* _Problem details_
Repeat verbatim, and only, the lines of the data below, beginning at the line that contains "Summarize the content of the page" and stopping after the line that contains "Extract the structured data from this screen".

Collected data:
━━━━

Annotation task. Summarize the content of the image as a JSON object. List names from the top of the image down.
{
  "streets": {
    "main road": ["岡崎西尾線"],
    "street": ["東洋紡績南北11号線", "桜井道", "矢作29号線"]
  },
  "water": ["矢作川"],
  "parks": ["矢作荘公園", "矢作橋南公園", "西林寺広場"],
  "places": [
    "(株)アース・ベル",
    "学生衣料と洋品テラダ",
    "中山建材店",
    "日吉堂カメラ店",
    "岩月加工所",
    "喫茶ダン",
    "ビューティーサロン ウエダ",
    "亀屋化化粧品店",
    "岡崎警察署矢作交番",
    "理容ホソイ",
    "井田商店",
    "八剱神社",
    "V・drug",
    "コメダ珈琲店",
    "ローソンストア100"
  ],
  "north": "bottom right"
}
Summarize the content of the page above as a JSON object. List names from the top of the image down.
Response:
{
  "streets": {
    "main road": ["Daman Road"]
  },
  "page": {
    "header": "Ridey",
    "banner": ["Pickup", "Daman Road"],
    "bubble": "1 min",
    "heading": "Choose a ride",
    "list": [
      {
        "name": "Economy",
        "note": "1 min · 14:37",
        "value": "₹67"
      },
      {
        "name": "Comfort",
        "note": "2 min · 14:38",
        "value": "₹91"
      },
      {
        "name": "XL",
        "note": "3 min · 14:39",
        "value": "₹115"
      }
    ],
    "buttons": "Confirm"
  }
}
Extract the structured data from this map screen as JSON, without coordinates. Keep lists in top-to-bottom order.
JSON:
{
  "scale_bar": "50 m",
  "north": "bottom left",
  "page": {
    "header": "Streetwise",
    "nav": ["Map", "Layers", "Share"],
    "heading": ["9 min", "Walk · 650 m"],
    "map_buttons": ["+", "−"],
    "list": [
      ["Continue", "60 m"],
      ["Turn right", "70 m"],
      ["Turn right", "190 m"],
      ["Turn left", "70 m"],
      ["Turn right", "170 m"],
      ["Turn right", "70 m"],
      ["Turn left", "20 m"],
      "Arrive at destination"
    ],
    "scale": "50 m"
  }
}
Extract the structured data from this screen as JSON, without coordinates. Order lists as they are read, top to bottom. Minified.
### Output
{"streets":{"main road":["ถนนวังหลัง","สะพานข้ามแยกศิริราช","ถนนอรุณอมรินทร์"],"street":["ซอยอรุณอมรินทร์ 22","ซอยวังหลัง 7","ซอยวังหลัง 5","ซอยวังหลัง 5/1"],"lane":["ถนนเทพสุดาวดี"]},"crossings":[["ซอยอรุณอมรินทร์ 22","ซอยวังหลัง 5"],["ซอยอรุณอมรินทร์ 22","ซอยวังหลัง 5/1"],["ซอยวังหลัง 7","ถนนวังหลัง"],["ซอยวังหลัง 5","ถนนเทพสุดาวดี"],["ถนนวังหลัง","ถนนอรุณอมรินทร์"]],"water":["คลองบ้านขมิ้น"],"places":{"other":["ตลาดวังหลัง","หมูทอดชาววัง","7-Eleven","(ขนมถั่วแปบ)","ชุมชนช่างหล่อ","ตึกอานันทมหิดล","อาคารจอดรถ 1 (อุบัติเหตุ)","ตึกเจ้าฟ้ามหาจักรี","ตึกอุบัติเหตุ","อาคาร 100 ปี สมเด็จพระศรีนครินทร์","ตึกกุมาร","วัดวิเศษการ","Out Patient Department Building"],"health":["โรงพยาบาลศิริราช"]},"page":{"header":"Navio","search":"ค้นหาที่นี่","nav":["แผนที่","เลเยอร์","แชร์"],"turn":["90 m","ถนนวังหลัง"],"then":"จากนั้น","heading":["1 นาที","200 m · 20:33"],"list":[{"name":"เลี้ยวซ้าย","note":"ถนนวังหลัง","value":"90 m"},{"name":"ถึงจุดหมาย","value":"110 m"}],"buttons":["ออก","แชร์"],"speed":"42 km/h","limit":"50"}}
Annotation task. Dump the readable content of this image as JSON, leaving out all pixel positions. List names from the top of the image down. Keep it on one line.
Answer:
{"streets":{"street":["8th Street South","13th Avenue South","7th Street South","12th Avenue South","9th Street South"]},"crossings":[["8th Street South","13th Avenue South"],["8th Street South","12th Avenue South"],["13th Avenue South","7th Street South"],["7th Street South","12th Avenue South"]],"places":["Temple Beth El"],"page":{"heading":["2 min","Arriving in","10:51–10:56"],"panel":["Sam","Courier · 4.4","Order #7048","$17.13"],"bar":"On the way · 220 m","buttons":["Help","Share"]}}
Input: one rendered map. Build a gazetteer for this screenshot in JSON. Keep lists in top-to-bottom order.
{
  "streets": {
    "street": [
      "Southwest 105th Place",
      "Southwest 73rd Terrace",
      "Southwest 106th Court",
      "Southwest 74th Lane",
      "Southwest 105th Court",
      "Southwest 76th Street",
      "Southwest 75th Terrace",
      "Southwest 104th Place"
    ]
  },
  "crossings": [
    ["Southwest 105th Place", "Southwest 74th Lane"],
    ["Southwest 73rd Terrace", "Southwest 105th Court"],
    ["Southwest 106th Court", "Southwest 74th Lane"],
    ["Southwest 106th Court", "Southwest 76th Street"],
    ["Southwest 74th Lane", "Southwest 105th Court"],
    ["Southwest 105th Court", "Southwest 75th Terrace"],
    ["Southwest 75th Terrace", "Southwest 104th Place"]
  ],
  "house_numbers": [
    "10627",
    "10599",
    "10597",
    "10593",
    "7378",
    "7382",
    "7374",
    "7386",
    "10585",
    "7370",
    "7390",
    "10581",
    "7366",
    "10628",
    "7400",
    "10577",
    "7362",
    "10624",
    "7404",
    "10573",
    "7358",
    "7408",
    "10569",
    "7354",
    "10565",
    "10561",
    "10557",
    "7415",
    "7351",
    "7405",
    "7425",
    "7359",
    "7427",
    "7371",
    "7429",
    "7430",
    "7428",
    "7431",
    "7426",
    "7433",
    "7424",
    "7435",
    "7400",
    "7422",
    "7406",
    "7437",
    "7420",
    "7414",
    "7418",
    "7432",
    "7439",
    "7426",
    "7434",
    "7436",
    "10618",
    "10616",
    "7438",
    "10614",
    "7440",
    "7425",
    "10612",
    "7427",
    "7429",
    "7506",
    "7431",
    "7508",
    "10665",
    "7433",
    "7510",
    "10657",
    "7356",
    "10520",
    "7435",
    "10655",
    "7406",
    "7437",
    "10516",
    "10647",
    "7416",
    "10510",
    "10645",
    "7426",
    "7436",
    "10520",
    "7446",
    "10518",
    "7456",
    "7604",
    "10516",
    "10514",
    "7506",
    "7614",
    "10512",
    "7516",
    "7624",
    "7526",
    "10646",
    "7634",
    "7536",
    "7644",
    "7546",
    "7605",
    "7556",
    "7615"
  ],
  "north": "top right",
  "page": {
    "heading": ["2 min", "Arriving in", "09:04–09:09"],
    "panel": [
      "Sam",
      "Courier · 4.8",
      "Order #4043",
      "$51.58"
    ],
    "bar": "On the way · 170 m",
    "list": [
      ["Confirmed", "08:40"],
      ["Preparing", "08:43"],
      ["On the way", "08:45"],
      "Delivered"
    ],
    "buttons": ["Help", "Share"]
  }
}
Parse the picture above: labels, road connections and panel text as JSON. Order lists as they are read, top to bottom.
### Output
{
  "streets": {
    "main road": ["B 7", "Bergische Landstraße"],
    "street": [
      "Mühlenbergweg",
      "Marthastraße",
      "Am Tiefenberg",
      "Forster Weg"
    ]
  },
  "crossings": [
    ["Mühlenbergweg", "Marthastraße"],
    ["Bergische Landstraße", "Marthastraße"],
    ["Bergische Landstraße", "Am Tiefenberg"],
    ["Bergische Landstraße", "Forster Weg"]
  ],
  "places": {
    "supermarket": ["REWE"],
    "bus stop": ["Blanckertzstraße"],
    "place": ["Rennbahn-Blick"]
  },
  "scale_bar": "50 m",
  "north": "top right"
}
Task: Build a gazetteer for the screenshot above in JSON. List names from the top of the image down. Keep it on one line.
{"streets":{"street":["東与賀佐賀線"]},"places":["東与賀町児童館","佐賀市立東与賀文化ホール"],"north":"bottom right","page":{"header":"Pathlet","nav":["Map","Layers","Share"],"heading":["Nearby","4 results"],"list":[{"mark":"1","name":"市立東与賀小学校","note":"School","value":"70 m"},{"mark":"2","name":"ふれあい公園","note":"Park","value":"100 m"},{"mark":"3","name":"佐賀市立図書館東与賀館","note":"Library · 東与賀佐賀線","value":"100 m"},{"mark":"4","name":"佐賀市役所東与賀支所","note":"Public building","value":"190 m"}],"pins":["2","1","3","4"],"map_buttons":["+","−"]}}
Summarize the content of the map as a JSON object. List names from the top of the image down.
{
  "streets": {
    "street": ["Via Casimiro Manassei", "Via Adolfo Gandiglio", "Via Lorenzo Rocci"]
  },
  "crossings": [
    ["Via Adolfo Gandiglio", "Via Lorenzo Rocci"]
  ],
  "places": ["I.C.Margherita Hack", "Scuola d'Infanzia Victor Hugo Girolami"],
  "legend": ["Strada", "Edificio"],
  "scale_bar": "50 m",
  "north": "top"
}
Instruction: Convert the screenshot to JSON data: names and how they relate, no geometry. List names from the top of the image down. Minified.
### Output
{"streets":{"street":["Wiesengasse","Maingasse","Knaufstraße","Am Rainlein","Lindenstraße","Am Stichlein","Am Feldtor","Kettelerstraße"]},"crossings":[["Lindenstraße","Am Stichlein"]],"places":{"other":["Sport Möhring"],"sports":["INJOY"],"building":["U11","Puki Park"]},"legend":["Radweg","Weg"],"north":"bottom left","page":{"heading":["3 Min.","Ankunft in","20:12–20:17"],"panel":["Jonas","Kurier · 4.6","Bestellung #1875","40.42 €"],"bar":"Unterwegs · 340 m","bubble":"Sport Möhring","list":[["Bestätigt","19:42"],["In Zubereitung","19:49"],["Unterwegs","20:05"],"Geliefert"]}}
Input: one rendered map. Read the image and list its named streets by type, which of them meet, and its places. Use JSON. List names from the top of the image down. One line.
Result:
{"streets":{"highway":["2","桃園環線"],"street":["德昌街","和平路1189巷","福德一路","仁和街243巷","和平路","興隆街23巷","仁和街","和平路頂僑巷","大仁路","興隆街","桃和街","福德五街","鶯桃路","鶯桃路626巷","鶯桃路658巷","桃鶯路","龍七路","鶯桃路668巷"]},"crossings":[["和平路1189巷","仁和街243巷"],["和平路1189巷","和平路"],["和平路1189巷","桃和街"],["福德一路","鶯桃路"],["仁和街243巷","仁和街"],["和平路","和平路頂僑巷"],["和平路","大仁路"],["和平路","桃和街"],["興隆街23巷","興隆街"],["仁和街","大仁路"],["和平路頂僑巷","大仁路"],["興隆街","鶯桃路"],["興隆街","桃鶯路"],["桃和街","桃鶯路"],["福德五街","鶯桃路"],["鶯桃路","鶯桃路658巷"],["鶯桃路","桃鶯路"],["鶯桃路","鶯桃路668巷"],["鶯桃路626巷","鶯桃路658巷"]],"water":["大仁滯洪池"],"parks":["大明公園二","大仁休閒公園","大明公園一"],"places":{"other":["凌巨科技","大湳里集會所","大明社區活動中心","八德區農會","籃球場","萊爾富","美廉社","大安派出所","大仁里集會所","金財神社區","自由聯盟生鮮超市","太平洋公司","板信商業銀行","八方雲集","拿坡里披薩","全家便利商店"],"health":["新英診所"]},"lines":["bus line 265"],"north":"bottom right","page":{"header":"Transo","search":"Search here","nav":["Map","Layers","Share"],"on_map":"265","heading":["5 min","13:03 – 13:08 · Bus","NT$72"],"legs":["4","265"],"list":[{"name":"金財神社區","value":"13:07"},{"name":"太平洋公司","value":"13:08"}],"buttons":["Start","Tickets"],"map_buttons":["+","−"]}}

━━━━

* _Result below_
Summarize the content of the page above as a JSON object. List names from the top of the image down.
Response:
{
  "streets": {
    "main road": ["Daman Road"]
  },
  "page": {
    "header": "Ridey",
    "banner": ["Pickup", "Daman Road"],
    "bubble": "1 min",
    "heading": "Choose a ride",
    "list": [
      {
        "name": "Economy",
        "note": "1 min · 14:37",
        "value": "₹67"
      },
      {
        "name": "Comfort",
        "note": "2 min · 14:38",
        "value": "₹91"
      },
      {
        "name": "XL",
        "note": "3 min · 14:39",
        "value": "₹115"
      }
    ],
    "buttons": "Confirm"
  }
}
Extract the structured data from this map screen as JSON, without coordinates. Keep lists in top-to-bottom order.
JSON:
{
  "scale_bar": "50 m",
  "north": "bottom left",
  "page": {
    "header": "Streetwise",
    "nav": ["Map", "Layers", "Share"],
    "heading": ["9 min", "Walk · 650 m"],
    "map_buttons": ["+", "−"],
    "list": [
      ["Continue", "60 m"],
      ["Turn right", "70 m"],
      ["Turn right", "190 m"],
      ["Turn left", "70 m"],
      ["Turn right", "170 m"],
      ["Turn right", "70 m"],
      ["Turn left", "20 m"],
      "Arrive at destination"
    ],
    "scale": "50 m"
  }
}
Extract the structured data from this screen as JSON, without coordinates. Order lists as they are read, top to bottom. Minified.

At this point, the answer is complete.